Es sind die großen Namen aus der NHL, die die Schlagzeilen bestimmen. Daneben gibt es aber noch eine ganze Reihe weniger bekannter Spieler, die in dieser Saison den Weg in die DEL gefunden haben. Mit zum Teil erstaunlichen Leistungen.
Ehrhoff, Seidenberg, Goc, Briere, Stastny, Wheeler, Hecht und einige mehr - die wohlklingenden Namen aus der NHL bestimmen die Eishockeythemen dieser Tage hierzulande. Dabei gibt es auch in dieser Saison wieder eine ganze Reihe anderer Import-Spieler, die erstmals in der DEL einen Vertrag unterschrieben haben und deren Namen bis dahin oftmals nur Experten bekannt waren.

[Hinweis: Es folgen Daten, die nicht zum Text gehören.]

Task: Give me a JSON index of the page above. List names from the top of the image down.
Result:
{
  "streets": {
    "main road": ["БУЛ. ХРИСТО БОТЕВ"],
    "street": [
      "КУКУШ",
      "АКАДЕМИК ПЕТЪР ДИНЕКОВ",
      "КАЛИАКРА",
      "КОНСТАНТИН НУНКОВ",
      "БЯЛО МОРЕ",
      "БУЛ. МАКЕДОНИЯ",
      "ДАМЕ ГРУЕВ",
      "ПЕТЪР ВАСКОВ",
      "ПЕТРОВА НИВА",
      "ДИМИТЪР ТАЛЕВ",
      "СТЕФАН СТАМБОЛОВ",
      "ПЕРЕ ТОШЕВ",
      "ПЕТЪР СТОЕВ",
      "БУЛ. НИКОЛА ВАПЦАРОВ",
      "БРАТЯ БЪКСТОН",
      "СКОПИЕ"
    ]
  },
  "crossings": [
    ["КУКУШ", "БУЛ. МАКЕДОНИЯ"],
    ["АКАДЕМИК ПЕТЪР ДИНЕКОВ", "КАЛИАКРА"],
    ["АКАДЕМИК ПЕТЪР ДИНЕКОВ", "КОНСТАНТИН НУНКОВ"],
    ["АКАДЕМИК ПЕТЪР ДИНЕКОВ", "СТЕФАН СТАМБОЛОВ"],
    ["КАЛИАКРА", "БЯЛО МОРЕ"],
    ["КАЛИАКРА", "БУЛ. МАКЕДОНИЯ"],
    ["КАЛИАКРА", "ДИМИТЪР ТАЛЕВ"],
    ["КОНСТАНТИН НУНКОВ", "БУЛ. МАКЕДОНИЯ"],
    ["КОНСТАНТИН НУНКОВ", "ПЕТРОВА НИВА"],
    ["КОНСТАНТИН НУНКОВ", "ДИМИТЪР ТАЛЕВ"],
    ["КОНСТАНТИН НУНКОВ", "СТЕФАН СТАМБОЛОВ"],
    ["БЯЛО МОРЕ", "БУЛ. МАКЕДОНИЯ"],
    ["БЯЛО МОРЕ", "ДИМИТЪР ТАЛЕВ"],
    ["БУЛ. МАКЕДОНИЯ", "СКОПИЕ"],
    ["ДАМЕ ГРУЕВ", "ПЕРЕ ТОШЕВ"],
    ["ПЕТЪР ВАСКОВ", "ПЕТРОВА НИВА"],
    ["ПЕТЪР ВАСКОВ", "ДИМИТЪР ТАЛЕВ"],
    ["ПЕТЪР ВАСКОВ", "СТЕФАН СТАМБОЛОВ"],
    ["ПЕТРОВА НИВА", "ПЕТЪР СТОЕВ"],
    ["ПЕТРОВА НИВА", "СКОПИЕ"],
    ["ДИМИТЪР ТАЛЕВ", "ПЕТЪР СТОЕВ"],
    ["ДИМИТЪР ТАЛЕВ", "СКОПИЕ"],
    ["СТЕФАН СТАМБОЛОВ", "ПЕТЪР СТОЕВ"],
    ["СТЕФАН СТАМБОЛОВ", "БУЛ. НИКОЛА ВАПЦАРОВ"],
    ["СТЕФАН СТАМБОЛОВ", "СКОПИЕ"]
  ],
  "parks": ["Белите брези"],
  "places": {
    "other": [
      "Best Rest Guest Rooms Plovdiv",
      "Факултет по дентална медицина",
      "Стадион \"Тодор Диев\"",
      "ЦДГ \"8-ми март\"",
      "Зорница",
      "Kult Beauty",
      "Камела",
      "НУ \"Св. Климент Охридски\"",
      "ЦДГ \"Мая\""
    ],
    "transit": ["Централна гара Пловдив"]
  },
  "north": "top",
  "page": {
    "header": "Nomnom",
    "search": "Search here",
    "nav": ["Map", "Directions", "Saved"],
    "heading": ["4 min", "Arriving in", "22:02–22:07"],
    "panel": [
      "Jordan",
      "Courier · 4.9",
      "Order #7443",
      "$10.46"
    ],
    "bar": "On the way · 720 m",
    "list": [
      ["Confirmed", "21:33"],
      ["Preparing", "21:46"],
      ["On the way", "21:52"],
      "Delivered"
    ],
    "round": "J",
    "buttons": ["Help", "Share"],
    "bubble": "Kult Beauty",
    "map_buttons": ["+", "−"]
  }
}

Während die NHL-Cracks mittlerweile ausnahmslos zu den Aktivposten ihrer Teams zählen, lohnt es sich aber auch bei den Unbekannten durchaus, ein wenig näher hinzuschauen. Wer von ihnen hat die Hoffnungen seines Clubs erfüllt, wer ist bislang hinter den Erwartungen zurück geblieben? sportal.de hat sich unter den Importen der Liga umgeschaut, zieht ein vorläufiges Fazit und hebt einige DEL-Neulinge hervor, deren Leistungen besonders ins Auge gestochen sind.

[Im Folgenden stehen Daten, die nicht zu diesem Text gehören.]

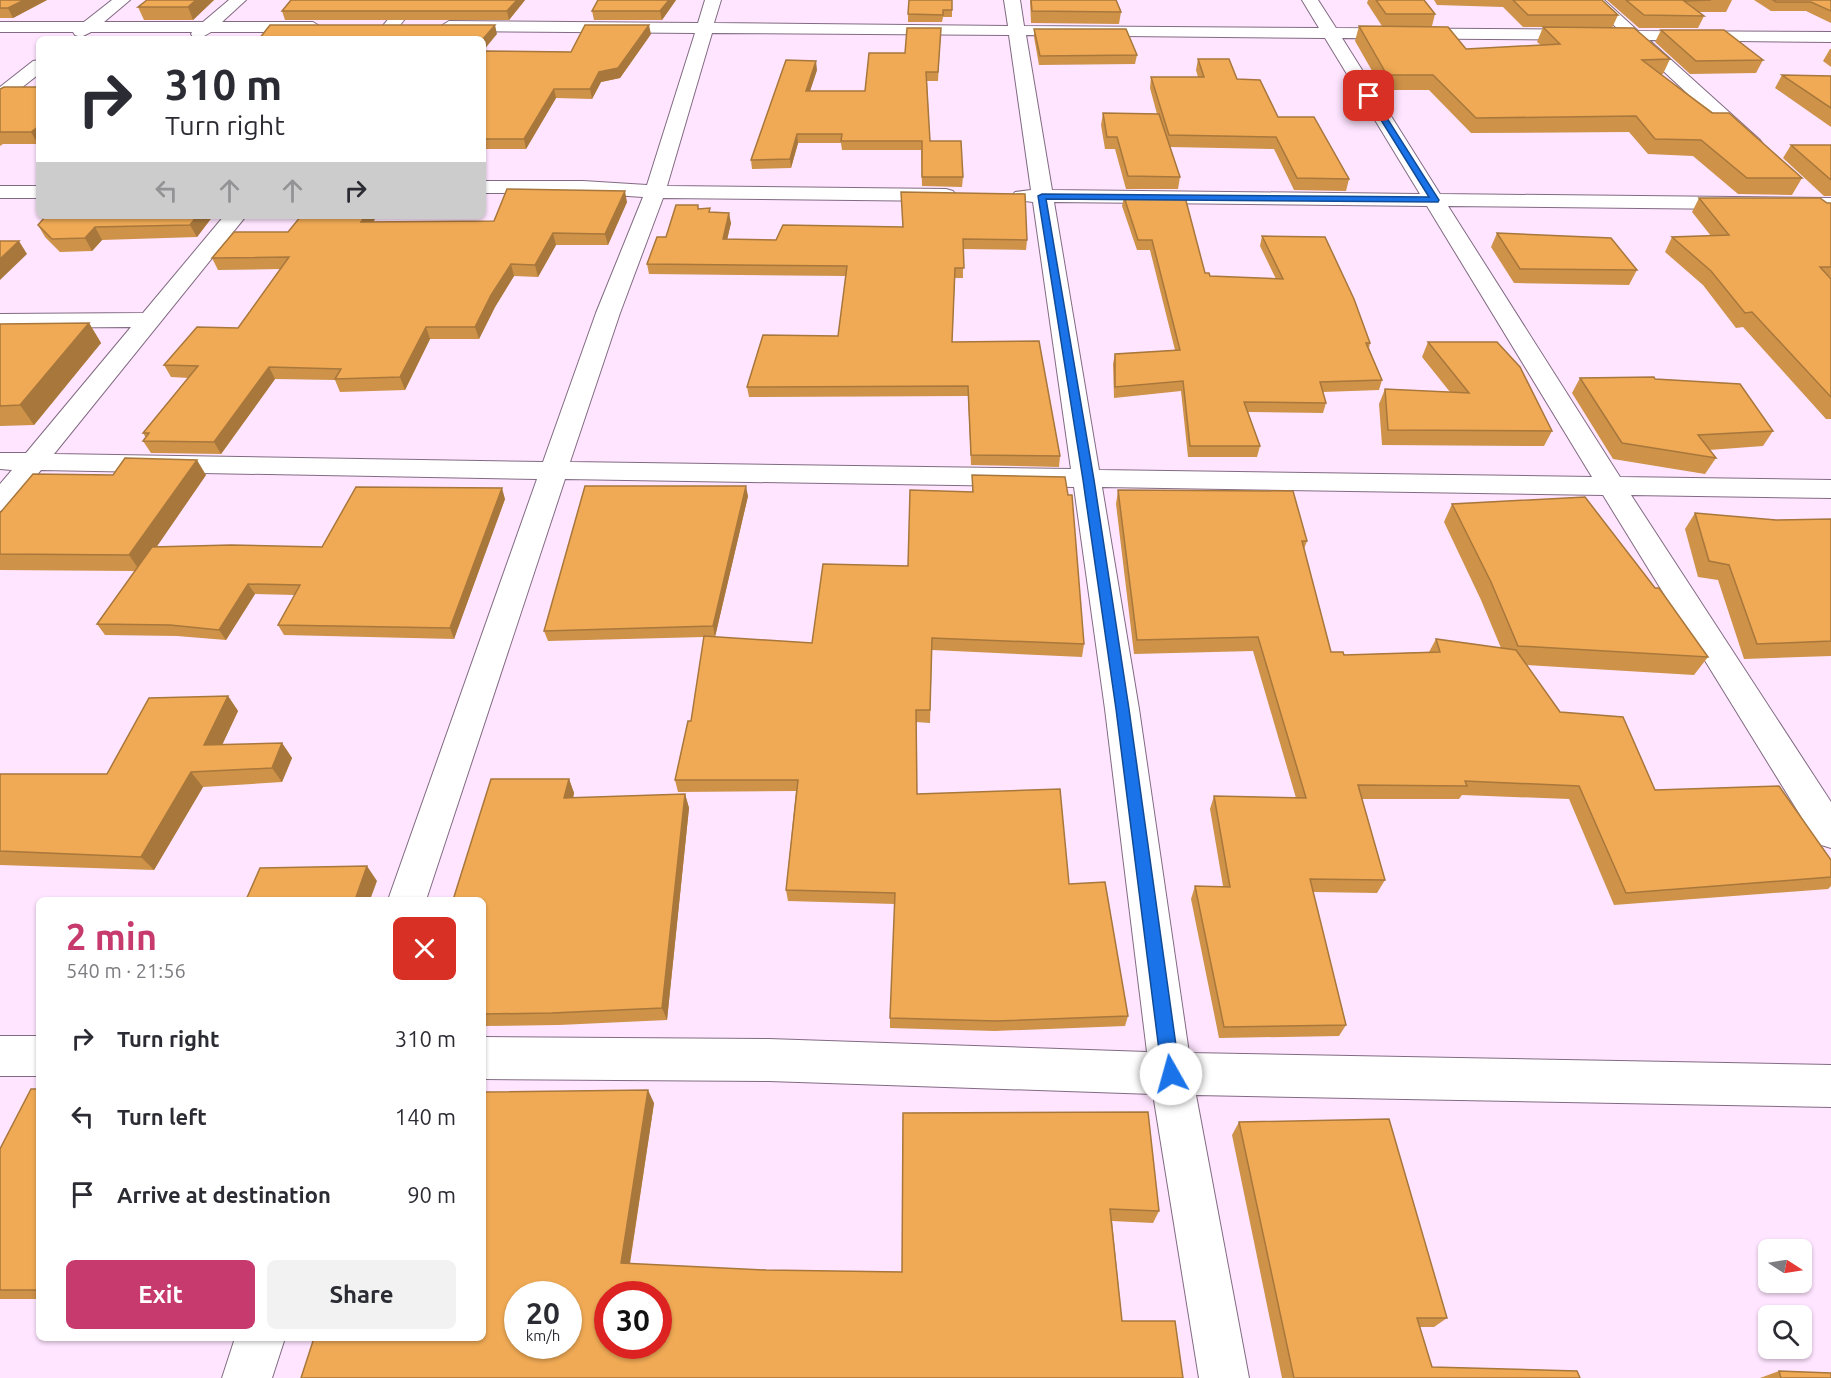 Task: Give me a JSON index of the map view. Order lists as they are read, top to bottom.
{
  "north": "right",
  "page": {
    "turn": ["310 m", "Turn right"],
    "heading": ["2 min", "540 m · 21:56"],
    "list": [
      {
        "name": "Turn right",
        "value": "310 m"
      },
      {
        "name": "Turn left",
        "value": "140 m"
      },
      {
        "name": "Arrive at destination",
        "value": "90 m"
      }
    ],
    "buttons": ["Exit", "Share"],
    "speed": "20 km/h",
    "limit": "30"
  }
} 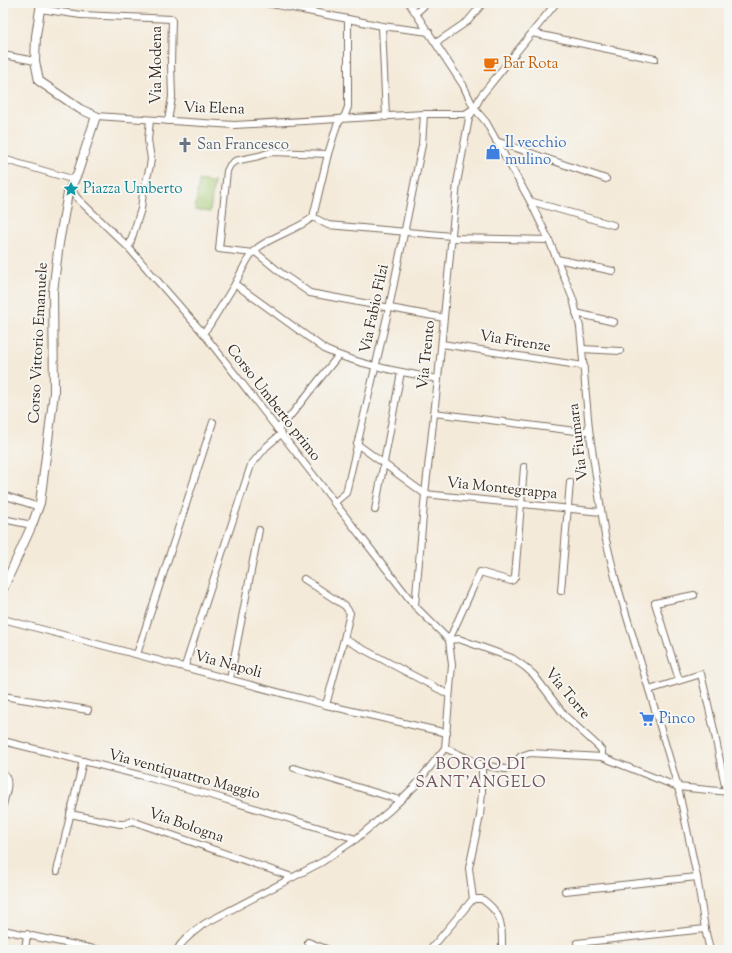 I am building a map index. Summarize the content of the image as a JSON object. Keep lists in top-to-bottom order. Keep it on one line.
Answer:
{"streets":{"street":["Via Modena","Via Elena","Via Fabio Filzi","Via Firenze","Corso Vittorio Emanuele","Via Trento","Corso Umberto primo","Via Fiumara","Via Montegrappa","Via Napoli","Via Torre","Via ventiquattro Maggio","Via Bologna"]},"crossings":[["Via Modena","Via Elena"],["Via Elena","Via Fabio Filzi"],["Via Elena","Corso Vittorio Emanuele"],["Via Elena","Via Trento"],["Via Elena","Via Fiumara"],["Via Fabio Filzi","Corso Umberto primo"],["Via Firenze","Via Trento"],["Via Firenze","Via Fiumara"],["Corso Vittorio Emanuele","Corso Umberto primo"],["Via Trento","Corso Umberto primo"],["Via Trento","Via Fiumara"],["Via Trento","Via Montegrappa"],["Corso Umberto primo","Via Torre"],["Via Fiumara","Via Montegrappa"]],"districts":["BORGO DI SANT'ANGELO"],"places":{"cafe":["Bar Rota"],"church":["San Francesco"],"shop":["Il vecchio mulino"],"place":["Piazza Umberto"],"supermarket":["Pinco"]}}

Die Creme de la DEL Importe
Es gibt sicherlich ein paar Namen, die allen Eishockey-Kennern sofort in den Sinn kommen, wenn sie an die besten Neulinge der Saison denken. So wie der von Straubings Blaine Down. Der 30-Jährige Kanadier wechselte aus Zürich nach Niederbayern und überraschte mit seinen Leistungen trotz guter Referenzen selbst die kühnsten Optimisten. Erst am Mittwoch traf er im bayerischen Derby gegen Ingolstadt gleich viermal. Mit insgesamt 16 Toren und 16 Vorlagen ist er Sechster der Topscorer-Liste und einer der gefährlichsten Torjäger der Liga.
Auch anderenorts glänzen Neulinge und sorgen in der DEL für Aufsehen. Das gilt zum Beispiel für Kölns Defensivmann Andreas Holmqvist. Der 31-jährige Schwede zählt seit Saisonbeginn zu den spektakulärsten Verteidigern und führt die Scorerliste der Abwehrspieler (26 Punkte) zusammen mit NHL-Star Christian Ehrhoff (26) an, noch vor Stanley-Cup-Sieger Dennis Seidenberg (19). Seinem schwedischen Abwehrkollegen Daniel Tjärnqvist, der im Sommer mit der Referenz von fast 400 NHL-Spielen nach Köln wechselte, stahl er damit ein ums andere Mal die Show.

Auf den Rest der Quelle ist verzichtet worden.